Ombra di nube, non mi offuscare;
Della vita non velarmi la beltà.
Vola, o nube, vola via da me lontan;
Sia disperso questo mio tormento arcan.
Ancora luce, ancora azzurro!
Il sereno io vegga per l’eternità!


Nel film viene fra l’altro eseguita anche la prima parte di Bachianas brasileiras n. 5 di Heitor Villa-Lobos: potete (ri)ascoltare l’intero brano, sempre nell’interpretazione di Renée Fleming, in questa pagina del presente blog.


Swanee x 3

Dedicato a Gianmarco Groppelli 🙂


George Gershwin (1898 - 1937): Swanee (1919) eseguito al pianoforte dall’autore (incisione su rullo per pianoforte automatico). Il brano fu concepito, almeno in parte, come parodia di Old Folks At Home ovvero Swanee River (1851), famosissimo minstrel song di Stephen Foster.


Lo stesso brano cantato da Al Jolson, sul testo originale di Irving Caesar, nel film Rapsodia in blu (Rhapsody in Blue), biografia cinematografica di Gershwin diretta nel 1945 da Irving Rapper.
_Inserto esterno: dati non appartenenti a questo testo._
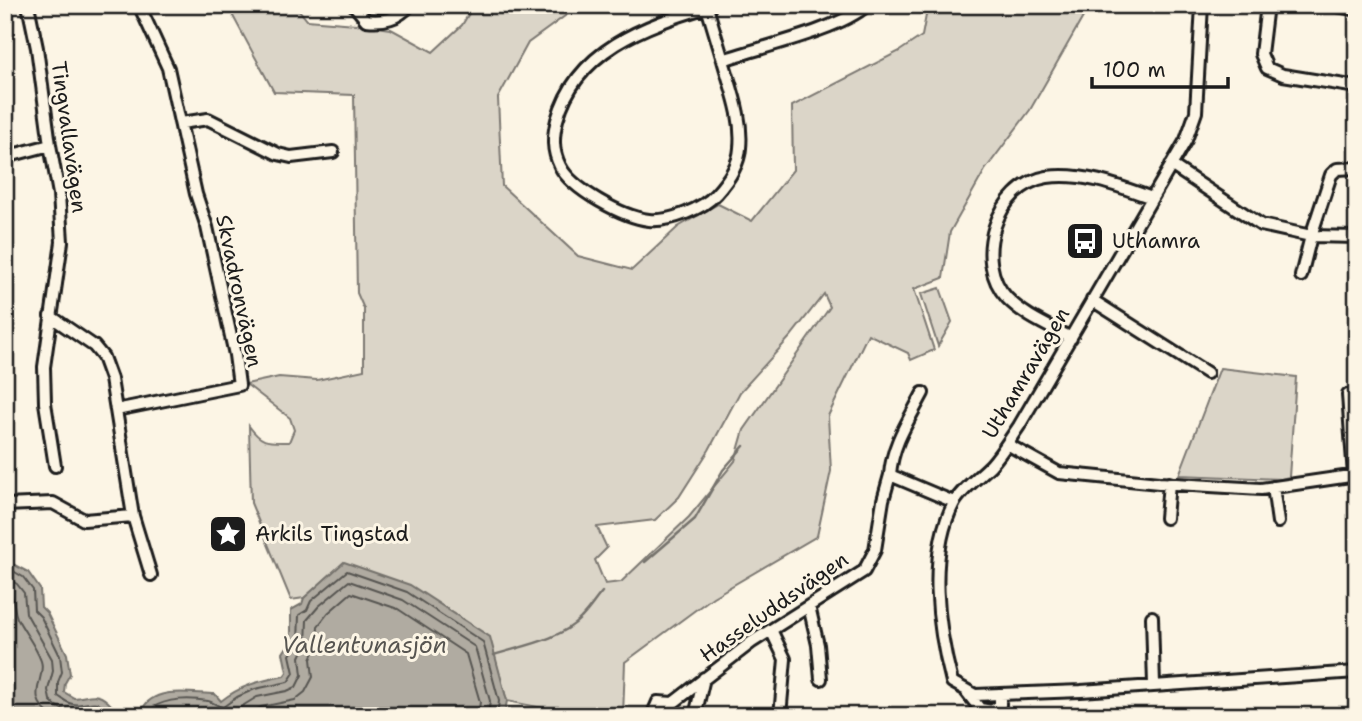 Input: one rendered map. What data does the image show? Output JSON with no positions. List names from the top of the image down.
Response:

I’ve been away from you a long time.
I never thought I’d missed you so.
Somehow I feel
You love is real,
Near you I long to wanna be.
The birds are singin’, it is song time,
The banjos strummin’ soft and low.
I know that you
Yearn for me too.
Swanee! You’re calling me!

Swanee!
How I love you, how I love you!
My dear ol’ Swanee,
I’d give the world to be
Among the folks in
D-I-X-I-E-ven now My mammy’s
Waiting for me,
Praying for me,
Down by the Swanee.
The folks up north will see me no more
When I go to the Swanee Shore!

Swanee, Swanee, I am coming back to Swanee!
Mammy, Mammy, I love the old folks at home!


Swanee eseguito dal Banjo-Orchestra, uno strumento meccanico recentemente prodotto dalla D. C. Ramey Piano Company di Marysville, Ohio, sulla base del pressoché omonimo Banjorchestra, realizzato nel 1914 dalla Connorized Music Company, che aveva sedi a New York, a Chicago e a Saint Louis.